10. The Plaintiff’s grandson, Josiah Musyoki Ngumbi, filed an Affidavit sworn on 10th August, 2016. The said deponent annexed on the Affidavit a copy of the Certificate of Death which shows that the Plaintiff died on 12th June, 2015. Since the Plaintiff died on 12th June, 2015, there has been no Application filed by either party to substitute the Plaintiff or to revive the suit.
11. Order 24 Rule 3(1) and (2) of the Civil Procedure Rules provides as follows:
“3. (1) where one of two or more Plaintiffs dies and the cause of action does not survive or continue to the surviving Plaintiff or Plaintiffs alone, or a sole Plaintiff or sole surviving Plaintiff dies and the cause of action survives or continues, the court, on an Application made in the behalf, shall cause the legal representative of the deceased Plaintiff to be made a party and shall proceed with the suit.

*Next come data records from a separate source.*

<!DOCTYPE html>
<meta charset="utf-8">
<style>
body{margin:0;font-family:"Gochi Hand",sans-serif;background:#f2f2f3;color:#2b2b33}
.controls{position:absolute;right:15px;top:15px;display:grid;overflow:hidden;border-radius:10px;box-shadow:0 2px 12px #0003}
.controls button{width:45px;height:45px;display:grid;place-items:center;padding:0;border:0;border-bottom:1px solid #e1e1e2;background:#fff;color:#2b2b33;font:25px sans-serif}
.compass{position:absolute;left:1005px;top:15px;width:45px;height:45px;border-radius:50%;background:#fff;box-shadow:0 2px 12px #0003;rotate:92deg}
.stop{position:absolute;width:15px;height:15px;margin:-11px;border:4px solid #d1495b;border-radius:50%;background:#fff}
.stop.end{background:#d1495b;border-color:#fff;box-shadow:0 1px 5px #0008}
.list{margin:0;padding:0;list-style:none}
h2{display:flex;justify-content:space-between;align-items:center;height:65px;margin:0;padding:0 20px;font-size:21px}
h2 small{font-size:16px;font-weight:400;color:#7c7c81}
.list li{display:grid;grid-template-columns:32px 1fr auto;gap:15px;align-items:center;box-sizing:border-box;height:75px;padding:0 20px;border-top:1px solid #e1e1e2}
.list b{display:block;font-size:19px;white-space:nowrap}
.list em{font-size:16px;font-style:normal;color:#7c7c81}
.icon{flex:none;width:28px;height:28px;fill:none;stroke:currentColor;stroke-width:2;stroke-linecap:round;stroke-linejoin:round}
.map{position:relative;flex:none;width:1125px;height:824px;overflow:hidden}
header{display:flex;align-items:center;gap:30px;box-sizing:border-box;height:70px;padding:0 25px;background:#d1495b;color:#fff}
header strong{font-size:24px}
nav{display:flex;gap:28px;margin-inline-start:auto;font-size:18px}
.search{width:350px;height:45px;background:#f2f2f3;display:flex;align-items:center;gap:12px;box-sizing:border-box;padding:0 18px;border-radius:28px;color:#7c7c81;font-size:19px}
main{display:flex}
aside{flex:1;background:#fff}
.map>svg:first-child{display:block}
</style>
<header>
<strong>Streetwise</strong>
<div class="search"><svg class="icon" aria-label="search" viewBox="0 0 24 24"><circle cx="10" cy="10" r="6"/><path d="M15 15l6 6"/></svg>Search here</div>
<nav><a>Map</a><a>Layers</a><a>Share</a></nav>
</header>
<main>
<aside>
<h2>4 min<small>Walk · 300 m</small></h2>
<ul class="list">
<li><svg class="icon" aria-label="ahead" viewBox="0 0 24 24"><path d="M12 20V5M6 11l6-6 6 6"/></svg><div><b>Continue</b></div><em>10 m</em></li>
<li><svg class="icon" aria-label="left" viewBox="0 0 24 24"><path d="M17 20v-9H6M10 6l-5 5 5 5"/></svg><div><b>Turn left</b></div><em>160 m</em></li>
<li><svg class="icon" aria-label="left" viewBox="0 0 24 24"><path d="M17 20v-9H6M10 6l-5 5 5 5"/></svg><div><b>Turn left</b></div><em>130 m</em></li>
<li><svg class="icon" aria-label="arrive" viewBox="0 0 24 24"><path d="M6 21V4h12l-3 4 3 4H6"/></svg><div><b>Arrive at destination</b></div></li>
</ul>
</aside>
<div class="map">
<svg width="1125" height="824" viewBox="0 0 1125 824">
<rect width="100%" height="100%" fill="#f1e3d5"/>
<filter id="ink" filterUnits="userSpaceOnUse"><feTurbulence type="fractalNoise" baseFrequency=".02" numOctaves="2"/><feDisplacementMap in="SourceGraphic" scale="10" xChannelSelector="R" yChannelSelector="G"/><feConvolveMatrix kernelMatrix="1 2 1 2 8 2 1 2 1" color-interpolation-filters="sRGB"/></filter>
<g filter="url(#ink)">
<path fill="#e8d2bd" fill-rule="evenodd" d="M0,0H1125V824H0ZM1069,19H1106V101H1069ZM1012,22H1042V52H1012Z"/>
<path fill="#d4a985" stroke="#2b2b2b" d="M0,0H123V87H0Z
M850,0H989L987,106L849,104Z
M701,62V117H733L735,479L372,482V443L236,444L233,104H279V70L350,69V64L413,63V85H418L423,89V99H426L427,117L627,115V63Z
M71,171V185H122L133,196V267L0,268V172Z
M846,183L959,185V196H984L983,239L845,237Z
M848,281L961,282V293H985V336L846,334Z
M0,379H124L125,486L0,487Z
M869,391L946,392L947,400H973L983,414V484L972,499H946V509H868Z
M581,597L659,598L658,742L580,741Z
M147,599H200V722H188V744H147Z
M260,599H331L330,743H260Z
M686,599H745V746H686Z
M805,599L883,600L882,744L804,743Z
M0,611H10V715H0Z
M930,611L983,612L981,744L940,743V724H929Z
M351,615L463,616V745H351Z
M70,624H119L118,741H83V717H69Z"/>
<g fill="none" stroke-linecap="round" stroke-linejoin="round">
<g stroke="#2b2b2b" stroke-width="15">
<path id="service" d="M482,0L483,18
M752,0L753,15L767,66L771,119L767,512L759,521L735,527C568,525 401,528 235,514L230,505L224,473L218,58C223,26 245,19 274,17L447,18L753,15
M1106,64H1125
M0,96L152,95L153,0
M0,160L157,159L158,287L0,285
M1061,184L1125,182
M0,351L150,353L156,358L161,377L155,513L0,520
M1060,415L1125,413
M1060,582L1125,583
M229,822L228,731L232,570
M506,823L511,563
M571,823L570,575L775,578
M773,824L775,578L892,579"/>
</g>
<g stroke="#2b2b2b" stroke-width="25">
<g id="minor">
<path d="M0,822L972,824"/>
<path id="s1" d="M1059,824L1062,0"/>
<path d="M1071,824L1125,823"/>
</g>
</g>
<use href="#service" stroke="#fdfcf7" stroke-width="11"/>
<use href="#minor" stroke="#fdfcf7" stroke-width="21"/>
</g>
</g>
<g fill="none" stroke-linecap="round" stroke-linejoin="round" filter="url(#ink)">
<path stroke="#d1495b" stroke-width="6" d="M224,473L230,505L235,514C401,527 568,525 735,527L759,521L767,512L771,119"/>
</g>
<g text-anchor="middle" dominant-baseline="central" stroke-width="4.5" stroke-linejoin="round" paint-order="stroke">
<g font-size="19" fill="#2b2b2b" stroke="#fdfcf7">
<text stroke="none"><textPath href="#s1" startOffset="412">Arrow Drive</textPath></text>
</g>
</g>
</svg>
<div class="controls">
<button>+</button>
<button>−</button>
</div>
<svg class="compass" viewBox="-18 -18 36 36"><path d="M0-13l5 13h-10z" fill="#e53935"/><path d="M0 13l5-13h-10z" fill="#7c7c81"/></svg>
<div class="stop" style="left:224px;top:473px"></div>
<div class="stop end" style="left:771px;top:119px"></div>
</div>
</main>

(2) Where within one (1) year no Application is made under subrule (1), the suit shall abate so far as the deceased Plaintiff is concerned, and, on the Application of the Defendant, the court may award to him the costs which he may have incurred in defending the suit to be recovered from the Estate of the deceased Plaintiff.
Provided the court may, for good reason on Application, extend the time.”
12. It is more than one (1) year since the Plaintiff died, and since then, the Plaintiff has never been substituted by his legal representative within the stipulated time. The effect of the failure to substitute the Plaintiff and application for the revival of the suit means that the suit herein abated, one (1) year after the death of the Plaintiff. Consequently, there is no suit before the court for trial.
13. Even if, for the sake of argument, the suit is properly before the court, the same cannot succeed because the period of twelve (12) years had not lapsed from when the suit land was first registered and when the suit was filed.
14. I say so because the copy of the extract of the title (the green card) shows that the register in respect of the suit land was opened for the first time on 15th January, 2001. It is trite that for one to succeed in a claim of adverse possession, he has to prove that a period of twelve (12) years have lapsed from the time when the suit land was registered in favour of the Defendant. The Court of Appeal in the case of Karuntimi Raiji vs. M’makinya M’itunga (2013) eKLRquoted with approval the decision in Francis Gitonga Macharia vs. Muiruri Waithaka, Civil Appeal No. 110 of 1997 where it was held as follows:
“That the limitation period for purposes of adverse possession only starts running after registration of the land in the name of the Respondent. In this case, the Appellant was registered as proprietor of the suit property on 22nd March, 1973; we find that the claim for adverse possession against the Appellant starts to run from this date and not 1954. ”
15. In the case of Ann Itumbi Kiseli vs. James Muriuki Muriithi (2013) eKLR, this court held that a claim for adverse possession could only run from the time when the Title Deed was issued for the first time. Indeed, although the Defendant herein was registered as the proprietor of the suit land on 18th June, 2007 by way of transmission, time started running as from 15th January, 2001 when the suit land was registered in favour of Nduu Maingi (deceased). However, considering that this suit was filed in the year 2008, a period of twelve (12) years had not lapsed from the time when the land was first registered in favour of the late Nduu Maingi.
16. In the circumstances, the Plaintiff has not proved one of the salient elements for one to succeed in a claim of adverse possession: that of being on the land for twelve (12) years from the time when the suit land was registered in favour of either the Defendant or his predecessors.
17. For those reasons, I dismiss the Originating Summons dated 21st January, 2008 with costs.
DATED, DELIVERED AND SIGNED IN MACHAKOS THIS 13TH DAY OF APRIL, 2018.